┏━━

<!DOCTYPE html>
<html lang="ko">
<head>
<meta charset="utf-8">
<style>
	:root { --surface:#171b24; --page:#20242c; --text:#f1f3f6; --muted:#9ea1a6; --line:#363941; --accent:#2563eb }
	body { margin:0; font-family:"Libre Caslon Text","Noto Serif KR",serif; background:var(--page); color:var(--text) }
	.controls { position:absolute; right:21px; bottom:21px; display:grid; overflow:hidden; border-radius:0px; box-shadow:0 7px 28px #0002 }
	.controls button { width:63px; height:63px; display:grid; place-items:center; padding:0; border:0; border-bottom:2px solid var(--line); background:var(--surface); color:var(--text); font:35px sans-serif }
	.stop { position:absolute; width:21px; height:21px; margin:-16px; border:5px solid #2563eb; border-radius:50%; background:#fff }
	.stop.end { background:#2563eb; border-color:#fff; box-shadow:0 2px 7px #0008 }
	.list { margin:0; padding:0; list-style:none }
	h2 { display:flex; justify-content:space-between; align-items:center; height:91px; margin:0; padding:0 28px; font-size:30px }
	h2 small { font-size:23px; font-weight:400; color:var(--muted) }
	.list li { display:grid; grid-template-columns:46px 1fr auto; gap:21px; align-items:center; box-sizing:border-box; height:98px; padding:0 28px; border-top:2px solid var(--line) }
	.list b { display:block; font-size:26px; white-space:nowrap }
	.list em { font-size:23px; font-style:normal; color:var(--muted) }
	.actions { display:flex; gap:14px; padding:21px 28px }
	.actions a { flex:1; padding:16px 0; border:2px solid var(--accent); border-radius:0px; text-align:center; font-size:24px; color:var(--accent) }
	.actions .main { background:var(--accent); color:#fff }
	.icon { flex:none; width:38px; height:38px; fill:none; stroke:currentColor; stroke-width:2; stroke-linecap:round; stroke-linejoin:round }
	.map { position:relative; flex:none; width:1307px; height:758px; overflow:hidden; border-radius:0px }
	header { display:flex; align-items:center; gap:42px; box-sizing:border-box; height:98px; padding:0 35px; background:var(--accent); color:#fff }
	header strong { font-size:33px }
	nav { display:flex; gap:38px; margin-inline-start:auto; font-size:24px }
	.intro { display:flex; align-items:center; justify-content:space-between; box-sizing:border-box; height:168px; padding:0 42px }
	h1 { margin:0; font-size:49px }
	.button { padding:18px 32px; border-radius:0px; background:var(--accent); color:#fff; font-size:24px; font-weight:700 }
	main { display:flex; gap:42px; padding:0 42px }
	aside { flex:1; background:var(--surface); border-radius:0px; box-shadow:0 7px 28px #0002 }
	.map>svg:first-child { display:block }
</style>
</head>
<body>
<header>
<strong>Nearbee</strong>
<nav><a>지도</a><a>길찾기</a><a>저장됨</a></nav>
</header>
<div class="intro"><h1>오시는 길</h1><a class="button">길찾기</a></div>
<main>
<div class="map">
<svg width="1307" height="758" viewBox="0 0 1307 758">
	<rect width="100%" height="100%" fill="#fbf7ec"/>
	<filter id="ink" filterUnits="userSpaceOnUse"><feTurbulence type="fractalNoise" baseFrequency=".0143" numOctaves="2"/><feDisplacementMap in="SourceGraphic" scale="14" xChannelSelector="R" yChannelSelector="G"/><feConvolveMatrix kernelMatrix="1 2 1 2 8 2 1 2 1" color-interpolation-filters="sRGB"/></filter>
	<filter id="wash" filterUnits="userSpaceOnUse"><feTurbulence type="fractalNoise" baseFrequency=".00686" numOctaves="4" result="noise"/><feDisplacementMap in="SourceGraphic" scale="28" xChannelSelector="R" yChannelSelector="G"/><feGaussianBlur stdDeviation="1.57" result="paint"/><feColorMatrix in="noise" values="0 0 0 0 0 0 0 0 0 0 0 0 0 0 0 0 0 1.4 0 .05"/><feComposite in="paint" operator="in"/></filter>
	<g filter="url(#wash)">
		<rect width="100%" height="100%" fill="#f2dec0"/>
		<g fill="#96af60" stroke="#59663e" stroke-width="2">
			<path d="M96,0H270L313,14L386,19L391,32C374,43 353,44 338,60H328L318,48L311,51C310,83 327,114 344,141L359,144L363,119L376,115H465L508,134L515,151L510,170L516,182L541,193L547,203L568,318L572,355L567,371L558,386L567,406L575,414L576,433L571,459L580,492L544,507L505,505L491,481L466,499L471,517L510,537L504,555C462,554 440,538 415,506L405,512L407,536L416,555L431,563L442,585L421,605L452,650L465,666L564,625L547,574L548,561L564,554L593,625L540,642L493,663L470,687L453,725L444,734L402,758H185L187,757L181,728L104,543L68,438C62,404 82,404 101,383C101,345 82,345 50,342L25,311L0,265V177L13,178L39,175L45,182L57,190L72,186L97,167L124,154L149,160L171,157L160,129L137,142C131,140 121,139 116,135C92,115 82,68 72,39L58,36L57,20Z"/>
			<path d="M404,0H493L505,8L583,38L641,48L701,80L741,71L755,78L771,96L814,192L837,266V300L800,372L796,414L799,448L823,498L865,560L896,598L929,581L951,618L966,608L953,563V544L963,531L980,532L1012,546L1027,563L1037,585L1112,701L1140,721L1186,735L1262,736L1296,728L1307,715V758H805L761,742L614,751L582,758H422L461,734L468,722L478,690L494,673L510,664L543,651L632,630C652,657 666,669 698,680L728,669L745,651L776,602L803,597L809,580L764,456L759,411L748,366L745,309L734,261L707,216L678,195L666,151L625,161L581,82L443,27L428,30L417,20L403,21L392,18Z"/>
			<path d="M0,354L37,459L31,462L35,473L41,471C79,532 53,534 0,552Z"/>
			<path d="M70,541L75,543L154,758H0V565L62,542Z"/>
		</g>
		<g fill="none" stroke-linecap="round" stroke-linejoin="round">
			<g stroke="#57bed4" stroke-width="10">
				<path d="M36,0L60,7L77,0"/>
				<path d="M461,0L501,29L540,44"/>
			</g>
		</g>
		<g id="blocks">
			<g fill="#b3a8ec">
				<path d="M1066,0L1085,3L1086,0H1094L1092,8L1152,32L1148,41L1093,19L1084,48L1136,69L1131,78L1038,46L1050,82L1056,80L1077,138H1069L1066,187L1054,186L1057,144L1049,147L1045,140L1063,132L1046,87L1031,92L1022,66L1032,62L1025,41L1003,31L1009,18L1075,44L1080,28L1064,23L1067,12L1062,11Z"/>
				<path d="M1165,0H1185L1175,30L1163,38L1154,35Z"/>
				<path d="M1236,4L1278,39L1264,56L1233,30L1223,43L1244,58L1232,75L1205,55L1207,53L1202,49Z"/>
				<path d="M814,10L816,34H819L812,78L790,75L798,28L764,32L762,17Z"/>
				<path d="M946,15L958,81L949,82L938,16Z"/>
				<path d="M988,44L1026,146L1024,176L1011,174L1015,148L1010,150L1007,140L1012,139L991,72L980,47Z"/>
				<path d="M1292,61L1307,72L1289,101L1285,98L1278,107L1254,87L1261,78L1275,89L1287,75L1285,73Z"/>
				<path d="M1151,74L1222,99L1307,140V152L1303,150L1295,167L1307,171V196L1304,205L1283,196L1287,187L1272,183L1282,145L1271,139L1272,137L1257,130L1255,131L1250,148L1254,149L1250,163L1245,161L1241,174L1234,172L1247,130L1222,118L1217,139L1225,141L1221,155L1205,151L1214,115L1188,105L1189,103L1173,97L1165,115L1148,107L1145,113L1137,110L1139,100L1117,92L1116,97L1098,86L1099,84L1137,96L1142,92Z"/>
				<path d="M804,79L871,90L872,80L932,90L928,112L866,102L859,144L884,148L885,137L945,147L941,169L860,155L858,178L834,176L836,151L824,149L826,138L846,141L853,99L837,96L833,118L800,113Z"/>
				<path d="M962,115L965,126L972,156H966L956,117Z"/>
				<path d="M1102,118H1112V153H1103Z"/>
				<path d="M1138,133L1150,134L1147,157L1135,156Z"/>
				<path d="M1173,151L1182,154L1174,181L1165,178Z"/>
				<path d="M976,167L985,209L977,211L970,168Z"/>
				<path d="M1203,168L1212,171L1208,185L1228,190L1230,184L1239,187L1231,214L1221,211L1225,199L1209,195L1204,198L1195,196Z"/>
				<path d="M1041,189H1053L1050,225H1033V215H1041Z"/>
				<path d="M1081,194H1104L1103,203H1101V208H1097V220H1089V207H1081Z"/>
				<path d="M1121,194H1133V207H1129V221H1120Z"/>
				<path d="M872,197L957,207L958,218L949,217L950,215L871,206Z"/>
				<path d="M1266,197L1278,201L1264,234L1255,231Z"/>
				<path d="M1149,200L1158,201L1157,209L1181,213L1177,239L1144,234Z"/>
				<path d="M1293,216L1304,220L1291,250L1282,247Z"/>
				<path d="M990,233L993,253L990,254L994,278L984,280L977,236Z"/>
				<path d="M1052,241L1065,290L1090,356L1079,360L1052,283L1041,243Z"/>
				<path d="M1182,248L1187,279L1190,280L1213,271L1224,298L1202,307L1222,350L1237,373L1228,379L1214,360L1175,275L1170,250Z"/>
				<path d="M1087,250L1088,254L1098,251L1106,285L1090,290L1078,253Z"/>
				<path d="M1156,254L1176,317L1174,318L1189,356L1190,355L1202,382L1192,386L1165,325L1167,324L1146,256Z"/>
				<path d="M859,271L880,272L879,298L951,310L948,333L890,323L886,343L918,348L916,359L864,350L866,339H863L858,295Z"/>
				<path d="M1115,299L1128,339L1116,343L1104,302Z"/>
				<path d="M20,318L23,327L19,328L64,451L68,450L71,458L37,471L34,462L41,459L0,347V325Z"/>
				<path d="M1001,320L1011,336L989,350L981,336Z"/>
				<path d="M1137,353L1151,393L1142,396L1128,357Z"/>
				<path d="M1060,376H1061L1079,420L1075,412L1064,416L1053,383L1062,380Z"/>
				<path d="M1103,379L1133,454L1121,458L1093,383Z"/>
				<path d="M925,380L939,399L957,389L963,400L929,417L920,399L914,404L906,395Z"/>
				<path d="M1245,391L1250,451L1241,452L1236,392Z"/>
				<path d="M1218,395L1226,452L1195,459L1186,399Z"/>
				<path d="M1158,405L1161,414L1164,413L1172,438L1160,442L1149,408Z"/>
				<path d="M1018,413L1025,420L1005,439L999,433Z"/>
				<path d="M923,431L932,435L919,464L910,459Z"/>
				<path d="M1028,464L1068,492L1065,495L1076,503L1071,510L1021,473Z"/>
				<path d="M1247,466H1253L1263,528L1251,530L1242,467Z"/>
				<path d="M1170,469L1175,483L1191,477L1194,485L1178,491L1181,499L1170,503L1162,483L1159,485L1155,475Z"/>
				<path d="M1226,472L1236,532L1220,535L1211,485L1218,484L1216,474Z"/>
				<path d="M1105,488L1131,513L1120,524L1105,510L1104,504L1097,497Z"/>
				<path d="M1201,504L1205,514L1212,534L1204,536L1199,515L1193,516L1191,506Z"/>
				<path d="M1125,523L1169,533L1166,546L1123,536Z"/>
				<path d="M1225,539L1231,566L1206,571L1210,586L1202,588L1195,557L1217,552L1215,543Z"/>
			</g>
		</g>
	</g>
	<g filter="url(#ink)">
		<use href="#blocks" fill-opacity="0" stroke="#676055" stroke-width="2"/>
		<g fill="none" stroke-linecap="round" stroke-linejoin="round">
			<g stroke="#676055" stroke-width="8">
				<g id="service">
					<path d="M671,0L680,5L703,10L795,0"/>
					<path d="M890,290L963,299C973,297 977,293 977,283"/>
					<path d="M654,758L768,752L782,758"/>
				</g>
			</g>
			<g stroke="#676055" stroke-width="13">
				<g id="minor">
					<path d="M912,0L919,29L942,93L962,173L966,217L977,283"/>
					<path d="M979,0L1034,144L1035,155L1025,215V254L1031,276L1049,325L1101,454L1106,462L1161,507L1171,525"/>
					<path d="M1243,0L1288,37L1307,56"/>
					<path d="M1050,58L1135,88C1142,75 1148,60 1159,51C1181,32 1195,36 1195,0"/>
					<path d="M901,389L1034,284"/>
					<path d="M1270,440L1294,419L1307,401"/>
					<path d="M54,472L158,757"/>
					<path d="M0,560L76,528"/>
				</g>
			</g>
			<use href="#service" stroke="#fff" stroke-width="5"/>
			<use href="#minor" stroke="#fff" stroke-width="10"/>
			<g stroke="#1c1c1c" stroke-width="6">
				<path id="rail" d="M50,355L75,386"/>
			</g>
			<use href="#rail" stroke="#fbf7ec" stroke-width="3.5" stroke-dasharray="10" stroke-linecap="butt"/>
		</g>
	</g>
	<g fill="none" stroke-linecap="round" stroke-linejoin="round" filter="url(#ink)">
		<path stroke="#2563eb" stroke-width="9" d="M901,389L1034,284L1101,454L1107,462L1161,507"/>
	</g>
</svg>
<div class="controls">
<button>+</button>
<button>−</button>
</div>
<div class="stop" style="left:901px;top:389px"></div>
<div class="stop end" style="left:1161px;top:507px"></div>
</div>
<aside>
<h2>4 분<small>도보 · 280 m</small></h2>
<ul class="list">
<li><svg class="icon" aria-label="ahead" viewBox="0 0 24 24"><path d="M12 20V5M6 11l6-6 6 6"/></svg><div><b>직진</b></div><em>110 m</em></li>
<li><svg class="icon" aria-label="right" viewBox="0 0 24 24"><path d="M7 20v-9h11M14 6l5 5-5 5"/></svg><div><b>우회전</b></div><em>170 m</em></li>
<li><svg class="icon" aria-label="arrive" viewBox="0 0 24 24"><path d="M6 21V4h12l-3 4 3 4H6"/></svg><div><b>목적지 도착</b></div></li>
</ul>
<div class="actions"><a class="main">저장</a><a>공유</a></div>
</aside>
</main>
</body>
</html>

┗━━

Going from the line that has "20V5M6 11l6-6 6" through the last line of the entries, retype each line exactly as given and add nothing.

<li><svg class="icon" aria-label="ahead" viewBox="0 0 24 24"><path d="M12 20V5M6 11l6-6 6 6"/></svg><div><b>직진</b></div><em>110 m</em></li>
<li><svg class="icon" aria-label="right" viewBox="0 0 24 24"><path d="M7 20v-9h11M14 6l5 5-5 5"/></svg><div><b>우회전</b></div><em>170 m</em></li>
<li><svg class="icon" aria-label="arrive" viewBox="0 0 24 24"><path d="M6 21V4h12l-3 4 3 4H6"/></svg><div><b>목적지 도착</b></div></li>
</ul>
<div class="actions"><a class="main">저장</a><a>공유</a></div>
</aside>
</main>
</body>
</html>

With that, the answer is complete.